A First Temple Cistern Discovered in Jerusalem

You read that right, First Temple period!

Photo: IAA

A large water reservoir dating to the First Temple period was uncovered during archaeological excavations conducted by the Israel Antiquities Authority (IAA), in cooperation with the Nature and Parks Authority, near Robinson’s Arch in Jerusalem.

The excavation which exposed the reservoir is part of ongoing efforts to map ancient Jerusalem’s entire drainage channel. The findings, together with other discoveries from the past year, will be presented on Thursday at the 13th annual conference on the “City of David Studies of Ancient Jerusalem.”

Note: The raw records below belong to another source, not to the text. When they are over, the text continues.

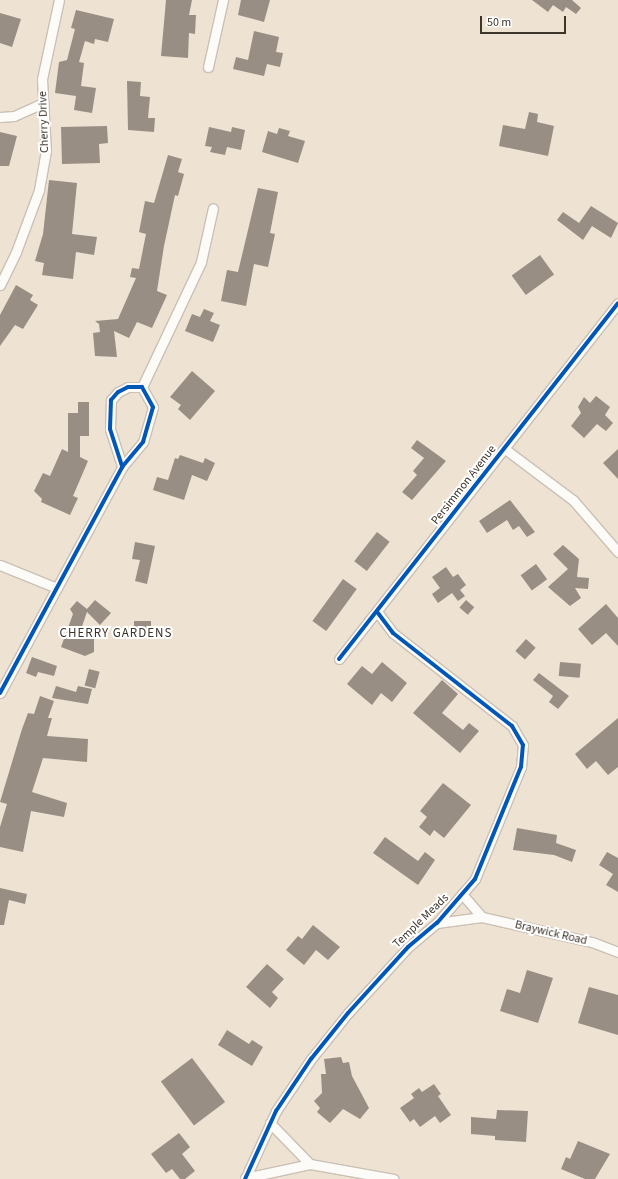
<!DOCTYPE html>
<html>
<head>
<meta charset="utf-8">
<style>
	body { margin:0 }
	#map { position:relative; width:618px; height:1179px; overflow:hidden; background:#eee2d3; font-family:"Source Sans 3",sans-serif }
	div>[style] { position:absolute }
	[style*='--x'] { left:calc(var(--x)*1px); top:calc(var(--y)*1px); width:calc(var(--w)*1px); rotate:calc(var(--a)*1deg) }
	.building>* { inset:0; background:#988e83; transform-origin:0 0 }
	.roads { filter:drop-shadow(1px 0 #cac0b4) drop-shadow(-1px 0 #cac0b4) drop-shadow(0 1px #cac0b4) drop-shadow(0 -1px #cac0b4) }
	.street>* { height:9px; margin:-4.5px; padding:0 4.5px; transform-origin:4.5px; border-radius:4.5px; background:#fcfbf8 }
	.cycleway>* { height:4px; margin:-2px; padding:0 2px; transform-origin:2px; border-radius:2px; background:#0057b8 }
	span { translate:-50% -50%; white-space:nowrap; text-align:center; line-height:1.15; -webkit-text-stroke:4px #fff; paint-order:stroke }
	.street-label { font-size:12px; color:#3d342a }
	.neighbourhood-label { font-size:13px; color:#3d342a; letter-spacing:1px }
	.scale { position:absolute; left:480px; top:16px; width:86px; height:18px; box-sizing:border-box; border:2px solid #3d342a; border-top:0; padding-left:5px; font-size:12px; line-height:14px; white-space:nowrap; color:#3d342a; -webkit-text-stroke:3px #fff; paint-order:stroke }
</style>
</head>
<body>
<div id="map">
	<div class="building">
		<i style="clip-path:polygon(166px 0,192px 0,189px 15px,196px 15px,195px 34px,189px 33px,188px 58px,161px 56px)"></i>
		<i style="clip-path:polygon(241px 0,270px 0,264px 22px,238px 15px)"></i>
		<i style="clip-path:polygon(532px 0,572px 0,581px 8px,576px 14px,566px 7px,563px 12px,553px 5px,548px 12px)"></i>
		<i style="clip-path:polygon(76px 10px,114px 19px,108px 42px,95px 39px,94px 44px,85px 41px,79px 62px,84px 63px,81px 86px,96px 88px,92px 113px,74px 110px,76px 96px,55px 93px,59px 62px,67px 60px,75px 29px,71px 28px)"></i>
		<i style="clip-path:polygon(0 13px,21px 19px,12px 47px,0 43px)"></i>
		<i style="clip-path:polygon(254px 31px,279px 37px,276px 52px,283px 53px,280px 67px,267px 64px,264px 76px,233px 69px,236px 57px,248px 60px)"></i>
		<i style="clip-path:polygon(127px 81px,141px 82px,140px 96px,150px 97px,148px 118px,155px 118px,154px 132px,128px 130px)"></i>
		<i style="clip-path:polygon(529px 112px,538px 114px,537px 122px,554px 126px,548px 156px,499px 146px,503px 125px,525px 129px)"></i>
		<i style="clip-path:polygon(107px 126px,108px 143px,99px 144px,100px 163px,62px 164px,61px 127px)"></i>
		<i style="clip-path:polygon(209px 127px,231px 132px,232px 127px,245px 130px,241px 150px,227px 147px,225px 155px,210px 152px,212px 147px,205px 146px)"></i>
		<i style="clip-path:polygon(279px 128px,290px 131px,288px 136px,305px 141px,298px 163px,262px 152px,268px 131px,277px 134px)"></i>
		<i style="clip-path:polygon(0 132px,17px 136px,9px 166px,0 166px)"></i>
		<i style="clip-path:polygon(168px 155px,182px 159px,178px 172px,184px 174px,178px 196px,175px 195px,164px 246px,157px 291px,167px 295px,152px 328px,137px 322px,129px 338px,114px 331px,117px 357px,95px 356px,93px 333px,100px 332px,99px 324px,95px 321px,118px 319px,136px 278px,130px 277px,132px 268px,139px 269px,146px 234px,139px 232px,145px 201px,154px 203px)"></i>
		<i style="clip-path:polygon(49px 180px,77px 183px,72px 234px,97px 237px,94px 255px,76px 252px,73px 279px,42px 275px,44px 263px,35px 261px,43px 234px)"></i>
		<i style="clip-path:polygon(258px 188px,278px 192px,270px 233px,275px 234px,268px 267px,254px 264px,246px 306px,221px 301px,227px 270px,238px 272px)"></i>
		<i style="clip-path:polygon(591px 206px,618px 223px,611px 238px,592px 226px,583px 240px,557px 220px,563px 212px,579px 223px)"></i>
		<i style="left:540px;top:255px;width:24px;height:35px;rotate:54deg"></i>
		<i style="clip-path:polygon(16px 285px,33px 295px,30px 300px,38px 305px,23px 329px,15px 325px,0 346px,0 315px)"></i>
		<i style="clip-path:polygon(204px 309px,214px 313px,210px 321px,220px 325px,213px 342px,185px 331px,192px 314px,200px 317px)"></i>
		<i style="clip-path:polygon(192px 371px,215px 391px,190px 420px,178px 409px,181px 405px,170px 397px)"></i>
		<i style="clip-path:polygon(596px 396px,610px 407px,605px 415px,613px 423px,606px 431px,597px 424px,584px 438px,571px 426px,581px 413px,578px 407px,584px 397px,590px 403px)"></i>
		<i style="clip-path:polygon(78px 402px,89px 402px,89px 436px,80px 436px,80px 457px,88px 461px,73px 496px,78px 498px,70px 515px,41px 502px,42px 499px,34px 491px,43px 473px,50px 476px,62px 449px,68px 452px,68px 413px,78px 413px)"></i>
		<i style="clip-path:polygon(417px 440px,446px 461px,412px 500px,402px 492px,417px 475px,413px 471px,424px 458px,411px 448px)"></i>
		<i style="clip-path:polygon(618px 449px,618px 479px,603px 463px)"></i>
		<i style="clip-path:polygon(180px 455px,203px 463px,205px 458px,215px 463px,207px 481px,192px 475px,184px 500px,153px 490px,157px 477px,168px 480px,175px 458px,178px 459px)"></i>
		<i style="clip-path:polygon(510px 500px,535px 532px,527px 537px,519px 526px,513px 530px,507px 520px,487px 533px,479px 521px)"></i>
		<i style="left:377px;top:532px;width:16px;height:37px;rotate:38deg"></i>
		<i style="clip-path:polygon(135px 542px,155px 546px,147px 584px,135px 581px,140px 560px,132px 559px)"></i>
		<i style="clip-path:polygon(563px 545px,579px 559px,577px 577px,589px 578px,588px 589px,575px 588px,581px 598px,570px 606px,548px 587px,568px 569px,553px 554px)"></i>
		<i style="left:536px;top:564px;width:19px;height:19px;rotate:54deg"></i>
		<i style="clip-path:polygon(446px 567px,453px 577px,458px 574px,466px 585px,460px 590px,465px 596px,458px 601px,452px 593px,438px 603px,432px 594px,440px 588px,432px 577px)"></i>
		<i style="left:343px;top:579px;width:17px;height:52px;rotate:36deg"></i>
		<i style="clip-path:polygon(95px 600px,111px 613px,100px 625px,87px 612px,79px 635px,94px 639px,94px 652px,85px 656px,61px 647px,73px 614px,70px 609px,77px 601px,87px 609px)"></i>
		<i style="left:466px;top:600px;width:11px;height:10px;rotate:41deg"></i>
		<i style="clip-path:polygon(606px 604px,618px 618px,618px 646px,606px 633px,592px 645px,578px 629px)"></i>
		<i style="left:134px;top:621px;width:17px;height:11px"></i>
		<i style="left:526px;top:639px;width:13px;height:16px;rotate:42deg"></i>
		<i style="clip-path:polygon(32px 657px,57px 666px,54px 676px,38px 672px,36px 677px,26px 673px)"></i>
		<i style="clip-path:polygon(382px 662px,407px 683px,392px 702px,381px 693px,372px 705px,347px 684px,362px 666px,372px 674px)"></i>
		<i style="left:560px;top:662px;width:21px;height:14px;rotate:5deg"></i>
		<i style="left:89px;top:669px;width:11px;height:17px;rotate:15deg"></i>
		<i style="clip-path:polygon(539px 673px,569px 696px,558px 709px,549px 702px,553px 696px,533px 680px)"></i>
		<i style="clip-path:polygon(442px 680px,458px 694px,442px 713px,463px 730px,469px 723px,479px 731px,460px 753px,413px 713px)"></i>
		<i style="clip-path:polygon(56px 686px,76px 692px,78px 686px,92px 689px,88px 704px,52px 698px)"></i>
		<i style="clip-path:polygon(40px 696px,54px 701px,48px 718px,52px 718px,47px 736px,88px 739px,87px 762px,43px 758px,32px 792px,67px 803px,64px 817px,31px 811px,23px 852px,0 847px,0 827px,7px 804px,0 802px,22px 729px,28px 713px,34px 714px)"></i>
		<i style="clip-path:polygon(618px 718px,618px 767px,608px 775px,596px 761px,587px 769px,575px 754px)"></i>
		<i style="clip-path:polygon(443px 783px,471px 805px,444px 838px,434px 830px,430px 836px,419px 827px,427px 817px,420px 811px)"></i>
		<i style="clip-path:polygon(517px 828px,557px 835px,556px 843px,576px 850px,572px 862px,554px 855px,513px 850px)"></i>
		<i style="clip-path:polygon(385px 837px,418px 861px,425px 852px,435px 860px,418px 885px,373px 853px)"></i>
		<i style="clip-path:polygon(607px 852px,618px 858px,618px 892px,606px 885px,613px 874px,599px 865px)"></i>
		<i style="clip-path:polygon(0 888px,27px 894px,25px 904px,9px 900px,4px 925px,0 925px)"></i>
		<i style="clip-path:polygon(313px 925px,340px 947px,328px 960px,316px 950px,304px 965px,286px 950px,298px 936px,302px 939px)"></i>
		<i style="clip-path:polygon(267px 964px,284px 979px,272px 992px,278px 998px,270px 1008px,246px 987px)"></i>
		<i style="clip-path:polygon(527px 970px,553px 978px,538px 1023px,500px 1011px,507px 989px,520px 993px)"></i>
		<i style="clip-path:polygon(589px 987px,618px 995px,618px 1035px,578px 1023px)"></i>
		<i style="clip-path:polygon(227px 1030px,249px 1044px,252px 1040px,263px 1047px,252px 1066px,218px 1045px)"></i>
		<i style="clip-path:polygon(341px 1057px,343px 1063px,349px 1062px,352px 1076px,369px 1108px,360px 1119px,343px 1109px,330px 1123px,317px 1112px,320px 1108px,314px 1101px,322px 1093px,321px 1074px,326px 1074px,324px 1059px)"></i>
		<i style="left:192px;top:1058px;width:55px;height:39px;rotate:53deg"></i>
		<i style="clip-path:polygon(434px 1084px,441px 1094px,438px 1096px,451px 1115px,440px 1123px,435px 1116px,420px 1127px,414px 1119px,410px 1122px,400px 1108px,414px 1098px,411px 1094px,419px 1088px,422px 1092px)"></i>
		<i style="clip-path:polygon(497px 1110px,528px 1111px,526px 1142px,495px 1140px,495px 1136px,471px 1134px,471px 1117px,496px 1119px)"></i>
		<i style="clip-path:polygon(179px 1133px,190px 1147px,182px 1154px,195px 1171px,185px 1179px,180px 1179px,172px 1169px,166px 1173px,151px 1154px)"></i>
		<i style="clip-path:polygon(578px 1141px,610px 1154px,595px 1179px,585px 1179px,561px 1169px,566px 1157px,570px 1159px)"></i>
	</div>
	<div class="roads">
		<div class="street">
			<i style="--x:208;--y:67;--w:69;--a:-77.4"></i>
			<i style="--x:0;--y:117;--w:14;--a:-4"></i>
			<i style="--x:14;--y:116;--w:32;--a:-24"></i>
			<i style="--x:0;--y:285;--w:37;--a:-64"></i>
			<i style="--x:16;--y:252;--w:66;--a:-69.6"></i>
			<i style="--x:39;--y:190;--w:40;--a:-80"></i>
			<i style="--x:46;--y:151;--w:72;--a:-93.2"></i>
			<i style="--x:42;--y:79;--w:81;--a:-77.9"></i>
			<i style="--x:142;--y:387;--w:138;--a:-64.7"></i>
			<i style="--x:201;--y:262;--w:55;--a:-77.5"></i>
			<i style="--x:505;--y:449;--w:85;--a:36.9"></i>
			<i style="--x:573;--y:500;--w:69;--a:49.1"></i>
			<i style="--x:0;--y:565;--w:61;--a:22"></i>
			<i style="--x:339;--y:659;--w:452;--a:-51.9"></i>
			<i style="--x:0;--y:693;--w:257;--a:-61.6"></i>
			<i style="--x:122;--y:467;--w:33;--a:-50"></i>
			<i style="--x:143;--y:442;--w:36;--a:-74"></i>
			<i style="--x:153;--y:407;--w:23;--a:-119"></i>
			<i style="--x:142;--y:387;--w:14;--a:180"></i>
			<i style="--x:128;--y:387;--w:11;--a:153"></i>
			<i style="--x:118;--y:392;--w:11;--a:131"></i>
			<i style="--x:111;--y:400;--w:29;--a:92"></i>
			<i style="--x:110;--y:429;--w:40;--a:72"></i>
			<i style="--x:462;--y:894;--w:30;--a:49"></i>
			<i style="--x:437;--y:923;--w:45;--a:-7.6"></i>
			<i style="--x:482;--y:917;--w:113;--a:12.8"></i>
			<i style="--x:592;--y:942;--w:28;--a:21"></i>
			<i style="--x:270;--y:1123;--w:57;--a:45.7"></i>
			<i style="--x:245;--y:1178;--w:66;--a:-12.2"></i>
			<i style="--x:310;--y:1164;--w:85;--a:10.1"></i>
			<i style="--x:245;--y:1179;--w:75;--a:-65.5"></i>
			<i style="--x:276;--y:1111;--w:63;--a:-56.1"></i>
			<i style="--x:311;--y:1059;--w:59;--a:-51.2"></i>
			<i style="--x:348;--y:1013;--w:89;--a:-47.7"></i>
			<i style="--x:408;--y:947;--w:38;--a:-40"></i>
			<i style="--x:437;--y:923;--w:58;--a:-49.2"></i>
			<i style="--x:475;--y:879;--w:121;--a:-67.7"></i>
			<i style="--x:521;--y:767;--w:22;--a:-85"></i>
			<i style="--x:523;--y:745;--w:22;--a:-120"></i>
			<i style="--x:512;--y:726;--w:151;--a:-142"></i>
			<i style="--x:393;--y:633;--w:25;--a:-127"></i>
		</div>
	</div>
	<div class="cycleway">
		<i style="--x:339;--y:659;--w:452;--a:-51.9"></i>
		<i style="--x:0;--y:693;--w:257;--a:-61.6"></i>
		<i style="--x:122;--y:467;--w:33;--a:-50"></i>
		<i style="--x:143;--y:442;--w:36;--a:-74"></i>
		<i style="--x:153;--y:407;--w:23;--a:-119"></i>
		<i style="--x:142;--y:387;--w:14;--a:180"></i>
		<i style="--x:128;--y:387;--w:11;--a:153"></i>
		<i style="--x:118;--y:392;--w:11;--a:131"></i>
		<i style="--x:111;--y:400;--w:29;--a:92"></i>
		<i style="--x:110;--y:429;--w:40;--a:72"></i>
		<i style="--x:245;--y:1179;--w:75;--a:-65.5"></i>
		<i style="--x:276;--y:1111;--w:63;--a:-56.1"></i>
		<i style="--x:311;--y:1059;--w:59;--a:-51.2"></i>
		<i style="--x:348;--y:1013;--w:89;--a:-47.7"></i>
		<i style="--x:408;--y:947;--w:38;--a:-40"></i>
		<i style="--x:437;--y:923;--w:58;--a:-49.2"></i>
		<i style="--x:475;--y:879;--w:121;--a:-67.7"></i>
		<i style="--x:521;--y:767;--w:22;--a:-85"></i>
		<i style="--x:523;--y:745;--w:22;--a:-120"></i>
		<i style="--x:512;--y:726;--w:151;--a:-142"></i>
		<i style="--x:393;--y:633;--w:25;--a:-127"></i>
	</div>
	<div class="street-label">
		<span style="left:44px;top:122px;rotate:-92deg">Cherry Drive</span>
		<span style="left:464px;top:485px;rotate:-52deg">Persimmon Avenue</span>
		<span style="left:421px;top:921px;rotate:-44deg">Temple Meads</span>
		<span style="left:551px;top:933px;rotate:13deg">Braywick Road</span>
	</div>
	<div class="neighbourhood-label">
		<span style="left:116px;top:633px">CHERRY GARDENS</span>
	</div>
	<div class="scale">50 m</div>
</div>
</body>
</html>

The recently discovered reservoir, with an approximate capacity of 250 cubic meters, is one of the largest water reservoirs ever discovered from the First Temple period. Due to its size, archaeologists believe the reservoir was designed for and used by the general public.

According to Eli Shukron, the excavation director on behalf of the Israel Antiquities Authority, “the exposure of the current reservoir, as well as smaller cisterns that were revealed along the Tyropoeon Valley, unequivocally indicates that Jerusalem’s water consumption in the First Temple period was not solely based on the output of the Gihon Spring water works, but also on more available water resources such as the one we have just discovered.”

Dr. Tvika Tsuk, chief archaeologist of the Nature and Parks Authority and an expert on ancient water systems, presumed that “the large water reservoir, which is situated near the Temple Mount, was used for the everyday activities of the Temple Mount itself and also by the pilgrims who went up to the Temple and required water for bathing and drinking.”

Interesting that the assertion is that the water was used for pilgrims visiting the Temple and as yet there is no evidence of the Temple.  Perhaps a more cautious evaluation is in order.